Records provided>
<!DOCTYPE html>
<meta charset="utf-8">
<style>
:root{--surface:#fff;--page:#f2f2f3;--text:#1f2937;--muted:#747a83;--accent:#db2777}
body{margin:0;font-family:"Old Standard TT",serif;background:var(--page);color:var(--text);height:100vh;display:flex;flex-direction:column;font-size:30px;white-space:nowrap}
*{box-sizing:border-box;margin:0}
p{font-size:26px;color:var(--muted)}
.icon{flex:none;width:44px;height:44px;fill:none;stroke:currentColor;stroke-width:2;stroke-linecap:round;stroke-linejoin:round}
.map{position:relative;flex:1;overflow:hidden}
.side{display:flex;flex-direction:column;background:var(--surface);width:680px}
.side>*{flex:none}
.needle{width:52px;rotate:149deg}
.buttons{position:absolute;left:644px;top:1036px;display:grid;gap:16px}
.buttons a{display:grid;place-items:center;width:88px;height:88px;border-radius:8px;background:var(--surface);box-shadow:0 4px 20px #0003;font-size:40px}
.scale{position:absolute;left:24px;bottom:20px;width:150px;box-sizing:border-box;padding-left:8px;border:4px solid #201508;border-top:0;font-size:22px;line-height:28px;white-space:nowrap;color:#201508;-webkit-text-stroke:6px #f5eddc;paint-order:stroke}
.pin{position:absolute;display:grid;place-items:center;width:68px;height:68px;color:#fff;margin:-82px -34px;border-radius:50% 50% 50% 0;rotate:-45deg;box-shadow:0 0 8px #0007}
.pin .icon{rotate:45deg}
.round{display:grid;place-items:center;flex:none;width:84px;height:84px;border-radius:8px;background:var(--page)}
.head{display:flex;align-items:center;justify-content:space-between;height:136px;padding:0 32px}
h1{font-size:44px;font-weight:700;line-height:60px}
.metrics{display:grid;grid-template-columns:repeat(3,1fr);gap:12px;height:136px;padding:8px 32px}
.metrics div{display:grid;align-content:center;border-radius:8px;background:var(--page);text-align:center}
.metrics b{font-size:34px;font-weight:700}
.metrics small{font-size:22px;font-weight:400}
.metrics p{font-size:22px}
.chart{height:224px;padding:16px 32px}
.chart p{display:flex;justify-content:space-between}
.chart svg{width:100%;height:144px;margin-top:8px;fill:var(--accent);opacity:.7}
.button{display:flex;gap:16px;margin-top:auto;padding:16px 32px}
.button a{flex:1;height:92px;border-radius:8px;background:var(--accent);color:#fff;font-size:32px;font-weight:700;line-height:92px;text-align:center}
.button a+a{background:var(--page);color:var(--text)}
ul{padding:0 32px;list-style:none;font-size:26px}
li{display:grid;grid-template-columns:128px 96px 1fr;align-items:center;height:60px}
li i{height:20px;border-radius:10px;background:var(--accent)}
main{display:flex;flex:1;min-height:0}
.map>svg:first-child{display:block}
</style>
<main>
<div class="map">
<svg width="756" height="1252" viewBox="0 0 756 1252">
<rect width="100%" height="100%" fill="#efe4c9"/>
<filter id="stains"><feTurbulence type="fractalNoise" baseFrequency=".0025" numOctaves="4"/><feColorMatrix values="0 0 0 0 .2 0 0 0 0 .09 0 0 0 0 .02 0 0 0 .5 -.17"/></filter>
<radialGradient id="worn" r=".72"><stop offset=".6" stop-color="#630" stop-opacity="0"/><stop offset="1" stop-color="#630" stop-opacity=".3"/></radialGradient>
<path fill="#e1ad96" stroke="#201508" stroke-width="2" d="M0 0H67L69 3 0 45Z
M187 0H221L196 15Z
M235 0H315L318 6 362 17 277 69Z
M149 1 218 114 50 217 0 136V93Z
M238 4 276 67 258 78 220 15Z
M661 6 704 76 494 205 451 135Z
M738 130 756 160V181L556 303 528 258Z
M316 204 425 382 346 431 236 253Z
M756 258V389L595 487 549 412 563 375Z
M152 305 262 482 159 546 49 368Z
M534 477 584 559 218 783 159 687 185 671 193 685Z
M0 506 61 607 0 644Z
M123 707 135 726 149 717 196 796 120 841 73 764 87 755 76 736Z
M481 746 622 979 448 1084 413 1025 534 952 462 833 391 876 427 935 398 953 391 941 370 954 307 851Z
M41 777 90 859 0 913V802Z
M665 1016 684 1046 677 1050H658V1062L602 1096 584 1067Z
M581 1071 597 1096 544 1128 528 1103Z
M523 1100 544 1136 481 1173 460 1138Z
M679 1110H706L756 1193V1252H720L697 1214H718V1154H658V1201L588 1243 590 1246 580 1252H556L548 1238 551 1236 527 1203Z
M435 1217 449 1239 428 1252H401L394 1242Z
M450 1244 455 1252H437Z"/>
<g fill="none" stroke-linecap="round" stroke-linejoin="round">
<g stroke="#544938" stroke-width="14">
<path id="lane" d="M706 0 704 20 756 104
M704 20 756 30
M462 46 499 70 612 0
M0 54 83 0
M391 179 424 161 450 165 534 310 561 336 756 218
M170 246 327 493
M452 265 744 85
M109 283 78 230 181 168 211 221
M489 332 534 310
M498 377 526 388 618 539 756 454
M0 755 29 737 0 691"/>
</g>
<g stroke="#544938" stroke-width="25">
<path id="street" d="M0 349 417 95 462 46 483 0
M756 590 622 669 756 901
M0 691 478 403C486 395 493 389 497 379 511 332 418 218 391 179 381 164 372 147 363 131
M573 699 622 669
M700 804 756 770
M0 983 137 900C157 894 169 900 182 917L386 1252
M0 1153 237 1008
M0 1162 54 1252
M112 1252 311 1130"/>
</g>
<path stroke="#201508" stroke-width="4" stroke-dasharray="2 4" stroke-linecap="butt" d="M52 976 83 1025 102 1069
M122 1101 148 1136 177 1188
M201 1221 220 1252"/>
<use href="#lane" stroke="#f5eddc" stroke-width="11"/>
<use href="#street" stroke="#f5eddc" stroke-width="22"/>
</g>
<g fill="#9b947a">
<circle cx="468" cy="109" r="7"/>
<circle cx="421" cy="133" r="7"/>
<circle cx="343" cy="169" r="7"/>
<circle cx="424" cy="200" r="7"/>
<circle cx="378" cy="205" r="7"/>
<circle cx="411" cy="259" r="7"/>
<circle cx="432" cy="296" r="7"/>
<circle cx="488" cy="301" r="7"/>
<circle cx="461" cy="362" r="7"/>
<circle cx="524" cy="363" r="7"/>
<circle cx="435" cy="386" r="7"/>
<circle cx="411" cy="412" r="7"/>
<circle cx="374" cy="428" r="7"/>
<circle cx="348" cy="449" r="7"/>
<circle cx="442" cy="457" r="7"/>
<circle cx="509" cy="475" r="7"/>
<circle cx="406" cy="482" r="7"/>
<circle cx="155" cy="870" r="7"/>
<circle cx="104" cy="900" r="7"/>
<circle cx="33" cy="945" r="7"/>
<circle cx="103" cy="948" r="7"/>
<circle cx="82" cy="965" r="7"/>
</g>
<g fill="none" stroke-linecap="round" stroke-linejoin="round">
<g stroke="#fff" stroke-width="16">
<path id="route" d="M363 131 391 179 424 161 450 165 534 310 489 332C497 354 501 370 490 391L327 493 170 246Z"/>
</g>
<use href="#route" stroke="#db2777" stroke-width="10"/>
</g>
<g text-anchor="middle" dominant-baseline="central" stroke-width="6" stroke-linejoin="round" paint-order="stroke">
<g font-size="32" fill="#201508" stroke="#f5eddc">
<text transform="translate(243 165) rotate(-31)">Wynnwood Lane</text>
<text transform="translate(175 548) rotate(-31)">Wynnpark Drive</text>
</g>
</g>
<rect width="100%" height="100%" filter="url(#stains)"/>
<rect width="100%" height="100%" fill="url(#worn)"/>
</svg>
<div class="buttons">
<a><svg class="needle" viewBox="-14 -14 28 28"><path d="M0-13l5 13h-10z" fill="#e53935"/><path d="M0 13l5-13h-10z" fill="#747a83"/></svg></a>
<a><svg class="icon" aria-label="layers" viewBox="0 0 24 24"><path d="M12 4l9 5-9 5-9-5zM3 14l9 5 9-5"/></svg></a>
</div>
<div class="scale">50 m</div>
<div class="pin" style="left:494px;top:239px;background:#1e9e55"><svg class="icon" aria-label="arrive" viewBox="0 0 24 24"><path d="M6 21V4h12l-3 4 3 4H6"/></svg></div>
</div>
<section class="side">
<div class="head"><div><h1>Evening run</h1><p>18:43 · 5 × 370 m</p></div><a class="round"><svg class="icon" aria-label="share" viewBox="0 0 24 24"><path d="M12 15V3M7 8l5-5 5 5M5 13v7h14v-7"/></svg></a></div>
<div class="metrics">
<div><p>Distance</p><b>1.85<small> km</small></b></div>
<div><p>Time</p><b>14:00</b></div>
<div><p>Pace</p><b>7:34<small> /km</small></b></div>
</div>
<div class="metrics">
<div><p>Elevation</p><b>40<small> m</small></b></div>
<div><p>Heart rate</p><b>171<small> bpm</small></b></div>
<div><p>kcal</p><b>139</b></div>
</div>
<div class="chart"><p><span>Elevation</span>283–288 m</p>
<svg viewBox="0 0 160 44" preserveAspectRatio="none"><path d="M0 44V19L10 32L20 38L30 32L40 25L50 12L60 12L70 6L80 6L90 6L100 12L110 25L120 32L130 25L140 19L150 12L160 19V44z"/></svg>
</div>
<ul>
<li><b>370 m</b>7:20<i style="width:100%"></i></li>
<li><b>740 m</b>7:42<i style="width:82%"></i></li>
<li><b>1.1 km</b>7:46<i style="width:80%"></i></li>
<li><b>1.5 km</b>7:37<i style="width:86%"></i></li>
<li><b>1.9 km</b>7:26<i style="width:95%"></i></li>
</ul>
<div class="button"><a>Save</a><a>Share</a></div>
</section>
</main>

What needs to be done>
Some lines in the data above hold the string "nowrap". Find and copy each of them.

Output for this exercise>
body{margin:0;font-family:"Old Standard TT",serif;background:var(--page);color:var(--text);height:100vh;display:flex;flex-direction:column;font-size:30px;white-space:nowrap}
.scale{position:absolute;left:24px;bottom:20px;width:150px;box-sizing:border-box;padding-left:8px;border:4px solid #201508;border-top:0;font-size:22px;line-height:28px;white-space:nowrap;color:#201508;-webkit-text-stroke:6px #f5eddc;paint-order:stroke}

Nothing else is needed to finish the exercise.